In the 1960s making proper coffee singled you out as a dangerous maverick

The paperback of the Breakfast Bible comes out this month and I’ve written something for the Guardian about coffee. The two events aren’t related, it’s just a happy coincidence. The new edition of the book looks beautiful. It’s perhaps even lovelier than the hardback so even if you’ve already bought it, you might want to buy another copy for on the move breakfast inspiration.

The Coffee House: the Beating Heart of the City

One of the most famous scenes in British cinema is the beginning of The Ipcress File where the spy Harry Palmer (played by Michael Caine) grinds beans and then makes coffee in a cafetiere. This seems a humdrum activity to us, but in the 1960s making proper coffee singled you out as a dangerous maverick.

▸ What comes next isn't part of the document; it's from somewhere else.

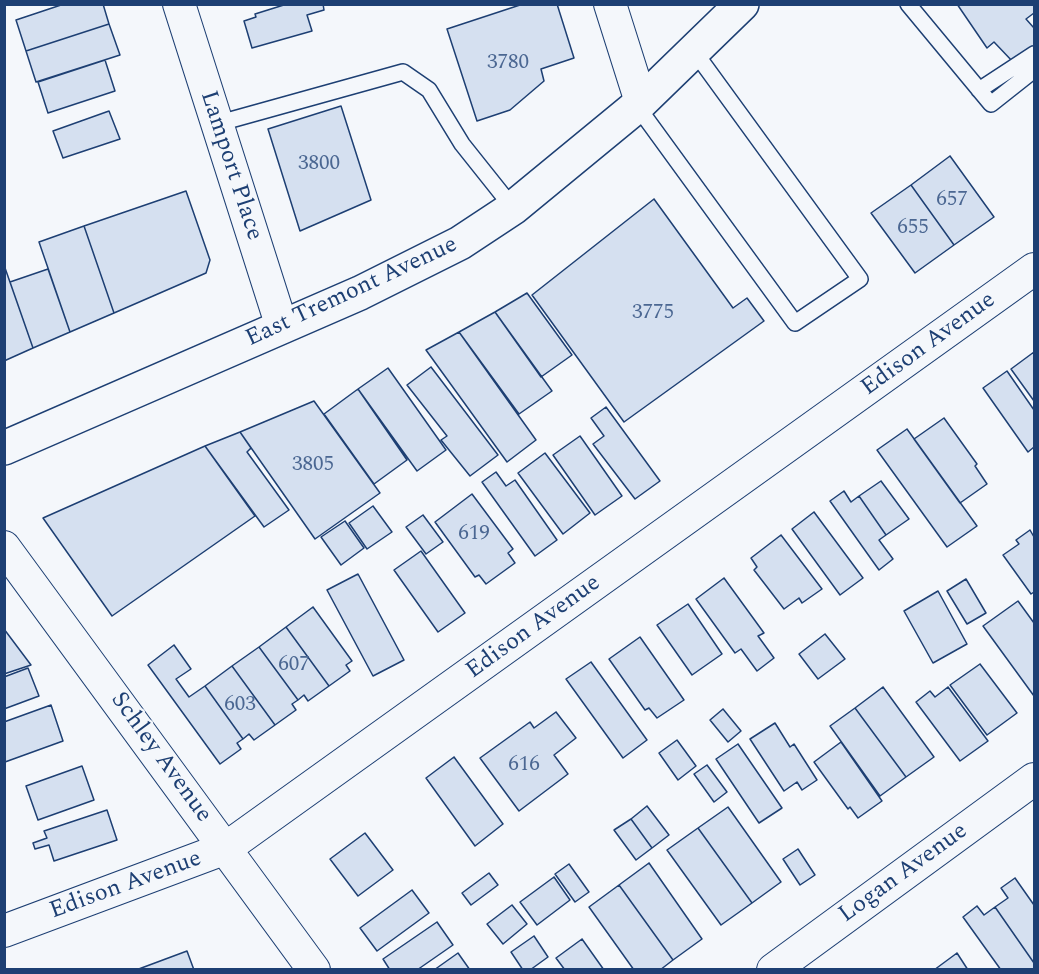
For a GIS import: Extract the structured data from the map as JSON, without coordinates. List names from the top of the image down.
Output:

No wonder that Ian Fleming, too, was very particular about the apparatus James Bond used to make coffee: (a Chemex), and the variety (Blue Mountain, from Jamaica). For my parents’ generation and even when I was growing up in the 1980s, “coffee” meant instant coffee. Britain was a tea-drinking nation. From the look of intense concentration on his face, Caine gives himself away as a tea drinker in the film. He looks like he’s diffusing a bomb rather than making a cup of coffee.

It’s a far cry from when England was the coffee capital of Europe. London’s first coffee house was opened in 1652 by a Greek man called Pasqua Rosée. Between 1680 and 1730, London consumed more coffee than anywhere else on earth, second only to Constantinople in its number of coffee houses. They were the commercial heart of London, functioning as offices and meeting places. The Tatler, the Spectator and Lloyds insurance all started life in coffee houses. Wine merchants Berry Bros & Rudd originally sold coffee; they still have the original weighing scales in their St James’s shop.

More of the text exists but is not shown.